:: PROVIDED RECORDS ::
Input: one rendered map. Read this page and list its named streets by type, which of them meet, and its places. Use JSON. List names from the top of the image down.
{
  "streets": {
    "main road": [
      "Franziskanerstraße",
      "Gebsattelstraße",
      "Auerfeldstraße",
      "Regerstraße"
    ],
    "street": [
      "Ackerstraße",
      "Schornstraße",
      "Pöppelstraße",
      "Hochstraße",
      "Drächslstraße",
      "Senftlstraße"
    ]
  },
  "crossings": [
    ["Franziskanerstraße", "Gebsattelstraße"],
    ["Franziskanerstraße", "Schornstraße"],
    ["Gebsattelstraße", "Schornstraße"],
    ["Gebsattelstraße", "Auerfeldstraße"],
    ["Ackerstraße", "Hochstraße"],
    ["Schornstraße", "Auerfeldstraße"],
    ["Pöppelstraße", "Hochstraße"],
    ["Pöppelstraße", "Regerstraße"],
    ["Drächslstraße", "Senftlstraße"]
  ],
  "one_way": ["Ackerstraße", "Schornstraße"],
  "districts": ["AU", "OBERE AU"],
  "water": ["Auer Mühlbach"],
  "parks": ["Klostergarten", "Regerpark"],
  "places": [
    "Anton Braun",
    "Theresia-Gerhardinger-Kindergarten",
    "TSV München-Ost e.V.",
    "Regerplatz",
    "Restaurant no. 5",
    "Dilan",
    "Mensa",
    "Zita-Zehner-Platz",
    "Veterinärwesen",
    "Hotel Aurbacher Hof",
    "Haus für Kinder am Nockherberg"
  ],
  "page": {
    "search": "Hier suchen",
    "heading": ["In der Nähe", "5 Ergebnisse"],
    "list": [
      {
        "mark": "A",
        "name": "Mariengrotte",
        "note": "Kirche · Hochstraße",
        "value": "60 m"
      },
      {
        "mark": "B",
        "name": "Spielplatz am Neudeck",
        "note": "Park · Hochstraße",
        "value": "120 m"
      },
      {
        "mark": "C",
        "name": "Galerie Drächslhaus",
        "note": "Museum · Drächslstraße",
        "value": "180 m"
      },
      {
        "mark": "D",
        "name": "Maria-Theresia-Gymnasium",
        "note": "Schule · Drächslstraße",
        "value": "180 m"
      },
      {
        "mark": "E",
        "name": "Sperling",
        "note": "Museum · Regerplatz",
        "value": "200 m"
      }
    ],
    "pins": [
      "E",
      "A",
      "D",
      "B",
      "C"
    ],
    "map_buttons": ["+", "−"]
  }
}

:: EXERCISE ::
What is the number of lines in the records that include the word "Schornstraße"? Answer with that number only.

:: RESPONSE BOX ::
5